輝政六男の輝興は、輝政二男の忠継(岡山藩主)や三男の忠雄(洲本藩主)と同じく徳川家康の外孫(母は二女督姫)である。つまり、輝政嫡男の利隆(池田宗家)の異母弟にあたる。

忠継(輝政二男)急逝後、利隆(輝政嫡男)から忠継に分与されていた播磨領の一部を与えられて、四男輝澄(播磨山崎宍栗藩)や五男政綱(播磨赤穂藩)と共に立藩。

同時に立藩した池田政綱(赤穂藩主)には嗣子なく一時除封となる。その後、輝興(佐用藩主)が遺領を継承して赤穂藩主となる。ここで佐用藩は廃藩となり、輝政四男の輝澄(山崎藩主)が作用藩を吸収した。

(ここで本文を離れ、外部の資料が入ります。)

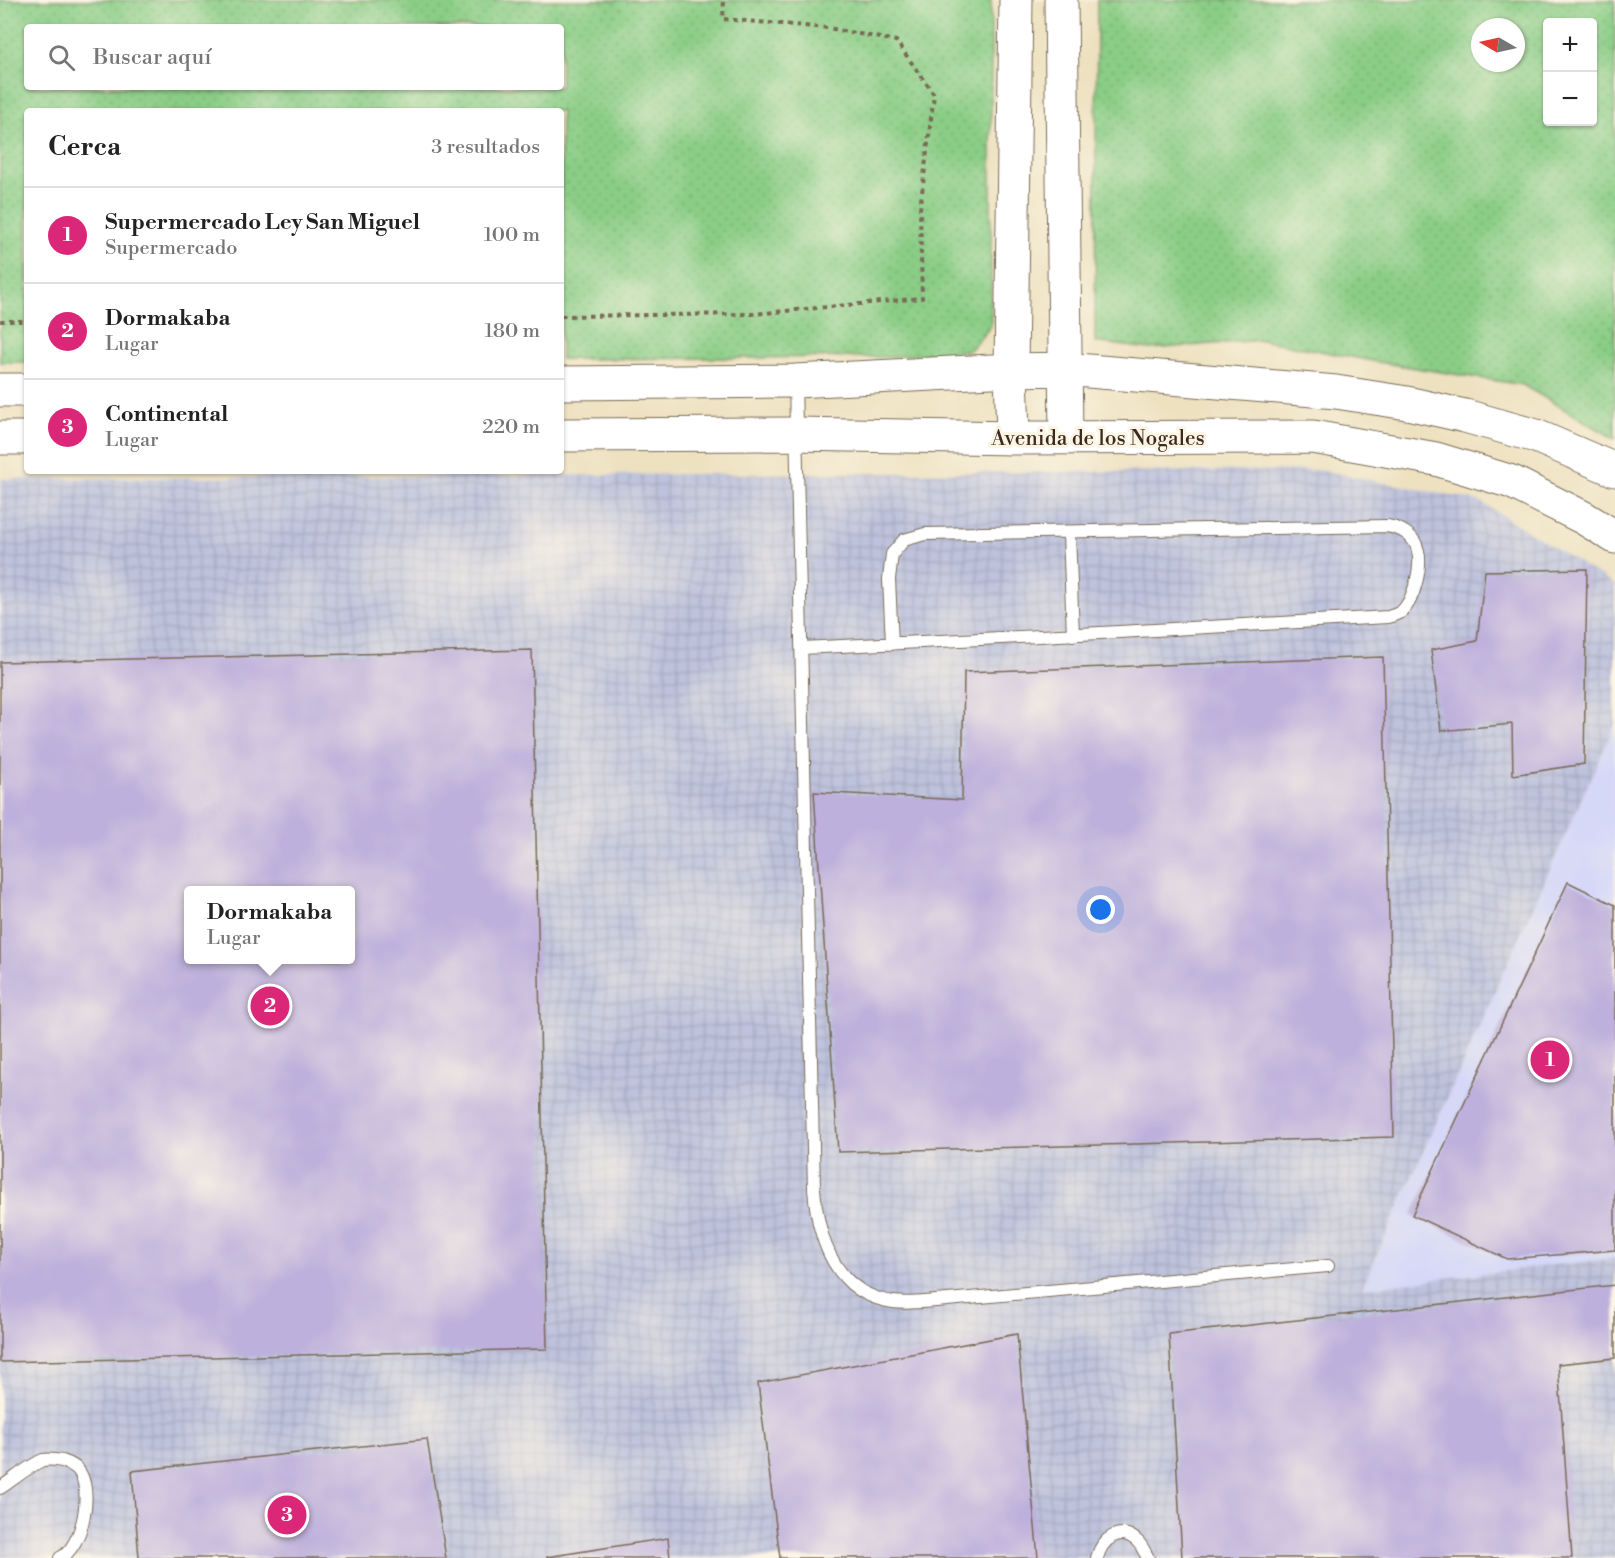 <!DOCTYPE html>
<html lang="es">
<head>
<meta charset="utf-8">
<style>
	:root { --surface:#fff; --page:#f2f2f2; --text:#222; --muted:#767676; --line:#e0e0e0; --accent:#db2777 }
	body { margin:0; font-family:"Libre Bodoni",serif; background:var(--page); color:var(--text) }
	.controls { position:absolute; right:18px; top:18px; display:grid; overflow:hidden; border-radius:6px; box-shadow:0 2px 4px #0004 }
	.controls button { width:54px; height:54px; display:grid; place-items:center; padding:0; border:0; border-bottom:2px solid var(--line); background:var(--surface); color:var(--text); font:30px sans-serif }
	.compass { position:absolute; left:1471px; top:18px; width:54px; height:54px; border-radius:50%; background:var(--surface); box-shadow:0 2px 4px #0004; rotate:279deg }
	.you { position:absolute; left:1101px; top:910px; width:21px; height:21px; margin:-15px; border:4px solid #fff; border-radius:50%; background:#1a73e8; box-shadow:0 0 0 9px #1a73e833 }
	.badge { display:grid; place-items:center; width:39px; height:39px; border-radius:50%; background:var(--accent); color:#fff; font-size:20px; font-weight:700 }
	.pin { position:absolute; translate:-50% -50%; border:3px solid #fff; box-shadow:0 2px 6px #0006 }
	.popup { position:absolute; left:184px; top:886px; width:171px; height:78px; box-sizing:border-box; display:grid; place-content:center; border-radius:6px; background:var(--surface); filter:drop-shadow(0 2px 4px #0005); font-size:20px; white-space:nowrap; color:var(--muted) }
	.popup b { font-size:22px; color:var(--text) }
	.popup::after { content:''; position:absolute; left:50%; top:100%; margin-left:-12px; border:12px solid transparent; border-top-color:var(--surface) }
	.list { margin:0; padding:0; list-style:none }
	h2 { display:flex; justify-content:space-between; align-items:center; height:78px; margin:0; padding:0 24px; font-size:26px }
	h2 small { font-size:20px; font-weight:400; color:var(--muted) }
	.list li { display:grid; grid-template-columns:39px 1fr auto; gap:18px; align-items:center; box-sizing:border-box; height:96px; padding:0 24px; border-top:2px solid var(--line) }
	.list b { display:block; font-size:22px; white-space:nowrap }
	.list p { margin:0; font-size:20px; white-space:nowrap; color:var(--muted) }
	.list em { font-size:20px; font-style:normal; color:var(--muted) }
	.icon { flex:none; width:33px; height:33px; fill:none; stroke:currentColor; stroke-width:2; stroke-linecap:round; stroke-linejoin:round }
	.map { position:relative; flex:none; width:1615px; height:1558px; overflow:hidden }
	.search { position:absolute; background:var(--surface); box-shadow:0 2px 4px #0004; left:24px; top:24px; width:540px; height:66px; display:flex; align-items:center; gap:15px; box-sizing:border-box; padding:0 21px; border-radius:6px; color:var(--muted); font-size:22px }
	.panel { position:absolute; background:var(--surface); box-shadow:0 2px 4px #0004; left:24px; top:108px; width:540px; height:366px; border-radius:6px }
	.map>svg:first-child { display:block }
</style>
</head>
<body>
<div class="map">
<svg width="1615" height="1558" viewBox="0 0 1615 1558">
	<defs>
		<pattern id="industrial-grid" width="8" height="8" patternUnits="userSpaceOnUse" patternTransform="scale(1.5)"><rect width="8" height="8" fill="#bec3dd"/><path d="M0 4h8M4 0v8" fill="none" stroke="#a4a8bd"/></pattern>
		<pattern id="grass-dots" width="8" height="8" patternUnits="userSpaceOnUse" patternTransform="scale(1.5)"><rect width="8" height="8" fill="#8acd86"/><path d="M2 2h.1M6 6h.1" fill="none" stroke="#78b073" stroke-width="1.8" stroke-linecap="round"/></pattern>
	</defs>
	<rect width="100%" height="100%" fill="#fcf5e5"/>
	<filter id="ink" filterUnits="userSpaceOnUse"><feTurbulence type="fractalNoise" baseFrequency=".0167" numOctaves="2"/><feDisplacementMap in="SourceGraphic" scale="12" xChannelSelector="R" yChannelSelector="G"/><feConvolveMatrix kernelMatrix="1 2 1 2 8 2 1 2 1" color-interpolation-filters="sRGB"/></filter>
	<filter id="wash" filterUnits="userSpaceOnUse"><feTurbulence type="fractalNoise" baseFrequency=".008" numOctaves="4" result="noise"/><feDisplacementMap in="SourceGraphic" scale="24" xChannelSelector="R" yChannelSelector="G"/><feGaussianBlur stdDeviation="1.35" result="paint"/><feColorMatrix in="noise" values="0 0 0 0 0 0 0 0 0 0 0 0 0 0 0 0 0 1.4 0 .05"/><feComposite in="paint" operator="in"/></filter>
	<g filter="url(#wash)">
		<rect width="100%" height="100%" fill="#ede1c0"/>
		<path fill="#d6d8f8" d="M1615,724V1258L1362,1289Z"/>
		<path fill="url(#industrial-grid)" fill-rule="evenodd" d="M1319,470L1479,501L1615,585V724L1362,1288L1615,1258V1558H0V479ZM189,890H351V960H189Z"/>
		<path fill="url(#grass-dots)" stroke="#627c52" stroke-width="1.5" fill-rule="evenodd" d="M0,0H991V326L970,350L887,357L561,359V111H27V362H0ZM27,27H561V87H27Z
			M1097,0H1615V439L1523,385L1378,362L1262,340L1150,349L1095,342ZM1548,22H1592V122H1548ZM1480,27H1516V63H1480Z"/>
		<g id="blocks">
			<path fill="#bdb0dc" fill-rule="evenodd" d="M1587,569L1584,764L1513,775L1512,724L1441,731L1431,650L1477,641L1485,571Z
				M532,650L547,1349L0,1362V662ZM189,890H351V960H189Z
				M1383,657L1394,1137L838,1152L814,792L962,800L964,672Z
				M1568,882L1615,905V1250L1507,1259L1412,1215Z
				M1615,1285V1358L1558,1364L1572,1558H1182L1169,1334Z
				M1017,1334L1038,1558H780L758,1383Z
				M427,1439L446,1558H139L132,1471Z
				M668,1538L670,1558H547V1557Z"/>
		</g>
	</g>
	<g filter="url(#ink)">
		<use href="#blocks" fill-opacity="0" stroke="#796a57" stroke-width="1.5"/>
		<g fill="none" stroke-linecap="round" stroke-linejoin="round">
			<g stroke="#796a57" stroke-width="14">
				<path id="service" d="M795,383L814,1189C818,1240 836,1294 893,1302C907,1304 922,1302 936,1301L1328,1266
					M1069,533L1073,635
					M802,648C997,639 1193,628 1388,617C1392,616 1397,614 1401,612C1414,601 1422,567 1418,551C1415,535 1400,528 1387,526L925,534L904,540L892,554L889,579L892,644
					M0,1488C11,1481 32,1464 43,1460C49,1459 57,1460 62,1461C68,1463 74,1465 78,1470C94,1489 83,1547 60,1558
					M1097,1558C1102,1539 1120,1525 1137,1541C1142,1545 1145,1553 1148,1558"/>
			</g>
			<g stroke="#796a57" stroke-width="35">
				<path id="secondary" d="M1061,0L1066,438
					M561,383L795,381L1011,370L1065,369L1336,392L1407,403L1465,416L1536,436L1615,470
					M0,390H27
					M561,435L795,434L1013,438L1313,437L1436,459L1512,482L1584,518L1615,537
					M0,438H27
					M1013,438L1011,370L1016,0"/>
			</g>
			<path stroke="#796a57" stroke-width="4" stroke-dasharray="4.5 4.5" stroke-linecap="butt" d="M561,316L754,314L922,298L920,209L934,94L896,41L828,28L723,19L724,0
				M0,321H27"/>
			<use href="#service" stroke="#fff" stroke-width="12"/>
			<use href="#secondary" stroke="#fff" stroke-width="33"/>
		</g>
	</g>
	<g text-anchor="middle" stroke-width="6" stroke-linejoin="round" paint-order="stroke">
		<g font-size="21" fill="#3b2a1e" stroke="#fcf5e5">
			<text x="1098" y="445">Avenida de los Nogales</text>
		</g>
	</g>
</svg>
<div class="controls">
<button>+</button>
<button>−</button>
</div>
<svg class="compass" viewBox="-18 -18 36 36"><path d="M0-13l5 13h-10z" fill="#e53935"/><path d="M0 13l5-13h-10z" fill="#767676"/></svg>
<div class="you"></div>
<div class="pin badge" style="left:1550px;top:1060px">1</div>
<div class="pin badge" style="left:270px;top:1006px">2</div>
<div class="popup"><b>Dormakaba</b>Lugar</div>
<div class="pin badge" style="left:287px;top:1515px">3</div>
<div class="search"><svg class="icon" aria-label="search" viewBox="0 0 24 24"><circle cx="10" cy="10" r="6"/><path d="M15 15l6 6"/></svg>Buscar aquí</div>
<section class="panel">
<h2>Cerca<small>3 resultados</small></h2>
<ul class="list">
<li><span class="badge">1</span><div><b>Supermercado Ley San Miguel</b><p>Supermercado</p></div><em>100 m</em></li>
<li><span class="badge">2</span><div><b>Dormakaba</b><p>Lugar</p></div><em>180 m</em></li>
<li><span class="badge">3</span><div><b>Continental</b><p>Lugar</p></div><em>220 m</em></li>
</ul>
</section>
</div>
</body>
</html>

⇒ 赤穂藩主、山崎藩主の項へ

池田長吉(恒興三男、因幡鳥取藩)

因幡鳥取⇒備中松山

  • 関ヶ原の役(1600年)の戦功により、池田長吉(ながよし、池田勝入斎信輝(恒興)の三男)が、因幡国岩井・邑美・八上郡6万石で鳥取藩を立藩する。(池田輝政の弟)
  • 池田宗家の播磨姫路藩から因幡鳥取藩への転封(1617年)に伴い、因幡鳥取藩の池田長幸(長吉の長男、2代藩主)が備中松山藩を立藩して移るが、長吉から数えて3代で廃絶。備中松山藩そのものは他家の支配にて幕末まで存続。